Stored data entries
-- Opening Marker --
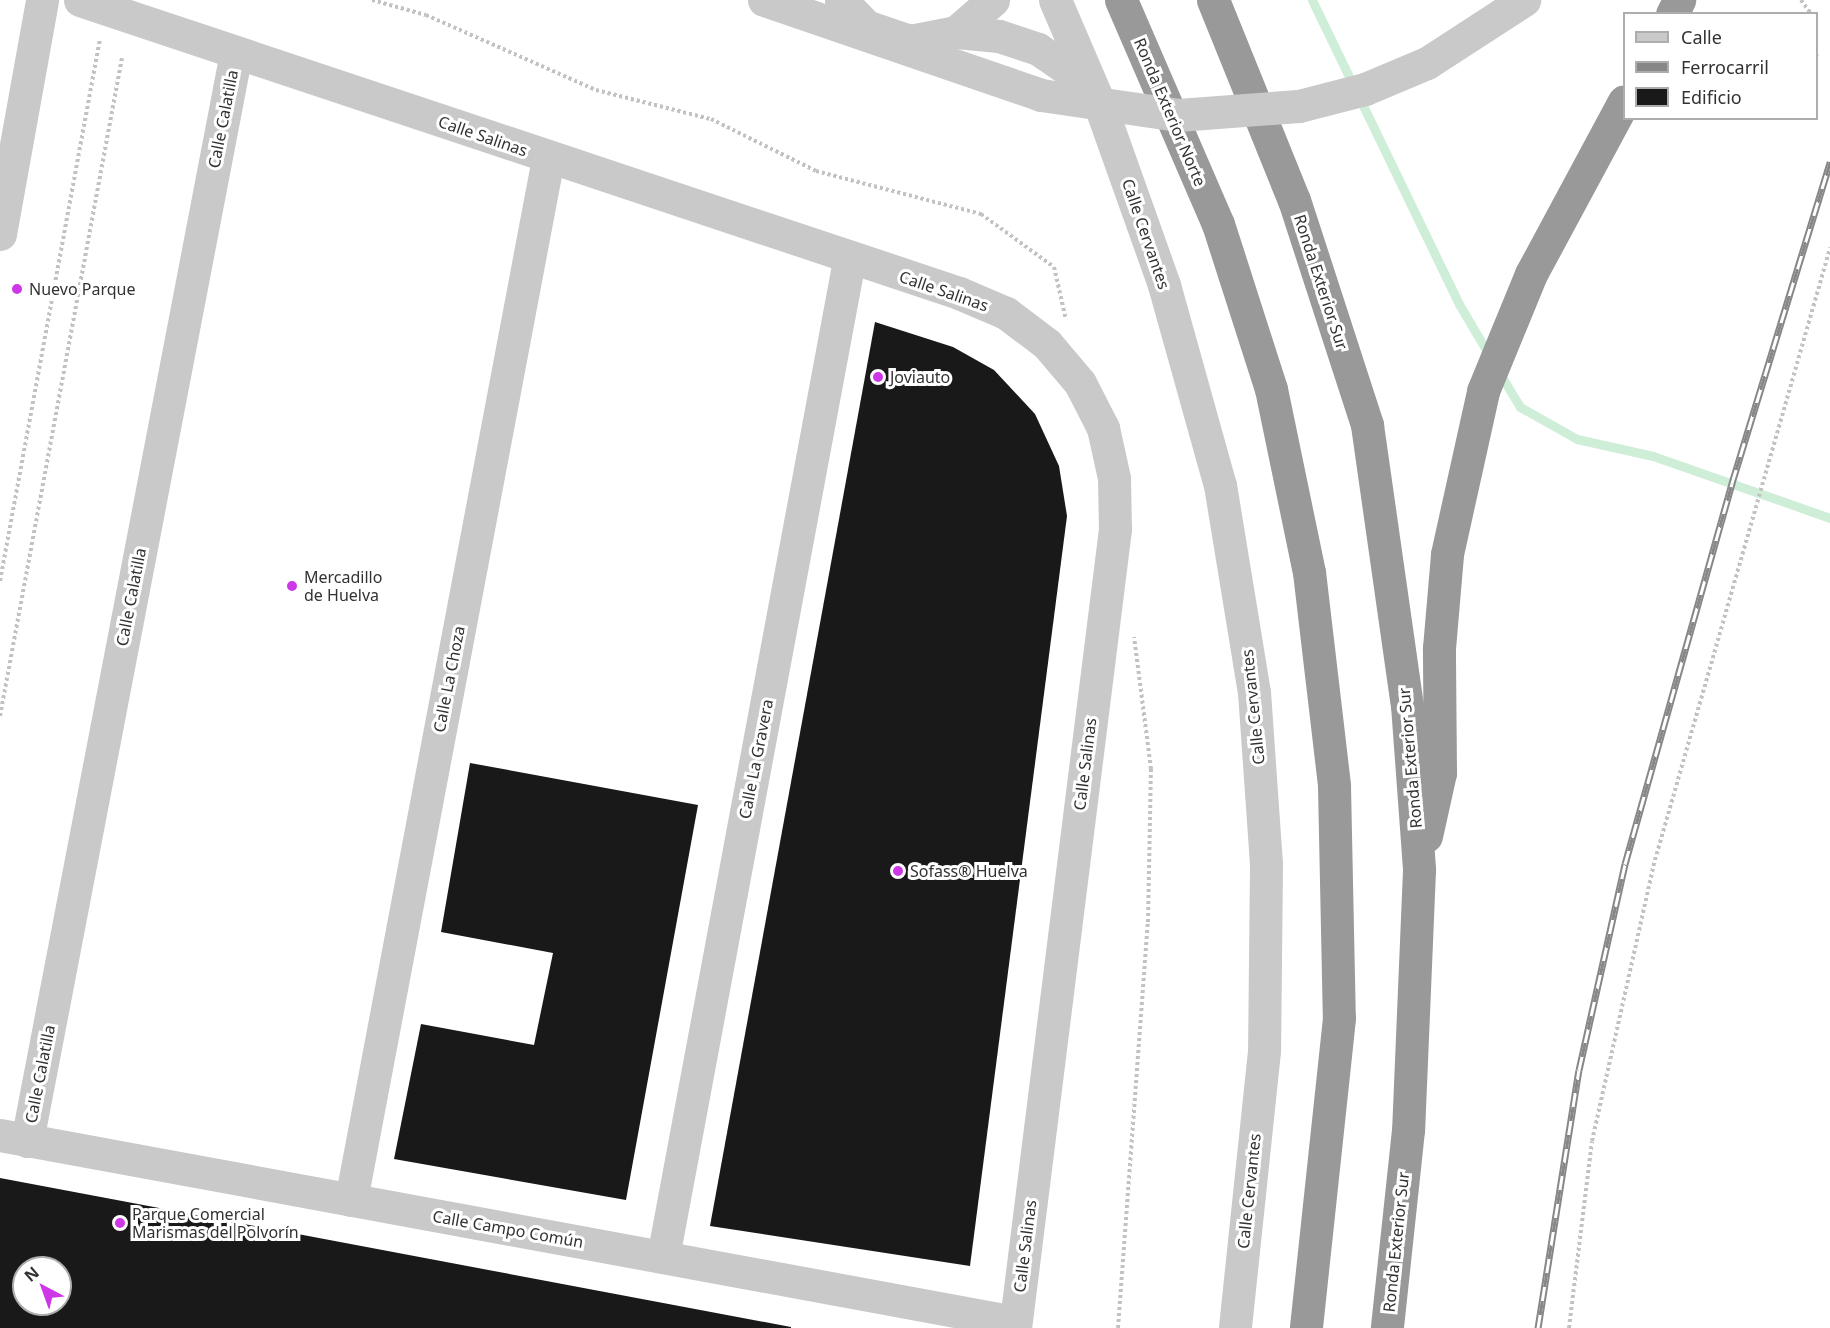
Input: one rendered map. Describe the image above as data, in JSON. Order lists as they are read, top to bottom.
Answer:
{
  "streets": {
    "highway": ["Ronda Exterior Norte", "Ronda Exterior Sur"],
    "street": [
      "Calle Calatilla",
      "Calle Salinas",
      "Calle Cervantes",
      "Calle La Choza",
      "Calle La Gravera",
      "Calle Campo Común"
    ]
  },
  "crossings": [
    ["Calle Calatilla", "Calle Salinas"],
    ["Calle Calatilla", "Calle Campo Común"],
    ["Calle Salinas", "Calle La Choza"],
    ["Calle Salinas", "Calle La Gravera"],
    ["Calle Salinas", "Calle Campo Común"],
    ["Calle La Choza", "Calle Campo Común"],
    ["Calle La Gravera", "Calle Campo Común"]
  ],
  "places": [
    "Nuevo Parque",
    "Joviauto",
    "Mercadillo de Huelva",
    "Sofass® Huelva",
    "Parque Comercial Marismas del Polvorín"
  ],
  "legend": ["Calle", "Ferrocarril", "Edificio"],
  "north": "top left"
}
-- Closing Marker --
WORK REQUIRED → The entries above are to be repeated exactly, except for any pictures.

TASK RESULT →
Input: one rendered map. Describe the image above as data, in JSON. Order lists as they are read, top to bottom.
Answer:
{
  "streets": {
    "highway": ["Ronda Exterior Norte", "Ronda Exterior Sur"],
    "street": [
      "Calle Calatilla",
      "Calle Salinas",
      "Calle Cervantes",
      "Calle La Choza",
      "Calle La Gravera",
      "Calle Campo Común"
    ]
  },
  "crossings": [
    ["Calle Calatilla", "Calle Salinas"],
    ["Calle Calatilla", "Calle Campo Común"],
    ["Calle Salinas", "Calle La Choza"],
    ["Calle Salinas", "Calle La Gravera"],
    ["Calle Salinas", "Calle Campo Común"],
    ["Calle La Choza", "Calle Campo Común"],
    ["Calle La Gravera", "Calle Campo Común"]
  ],
  "places": [
    "Nuevo Parque",
    "Joviauto",
    "Mercadillo de Huelva",
    "Sofass® Huelva",
    "Parque Comercial Marismas del Polvorín"
  ],
  "legend": ["Calle", "Ferrocarril", "Edificio"],
  "north": "top left"
}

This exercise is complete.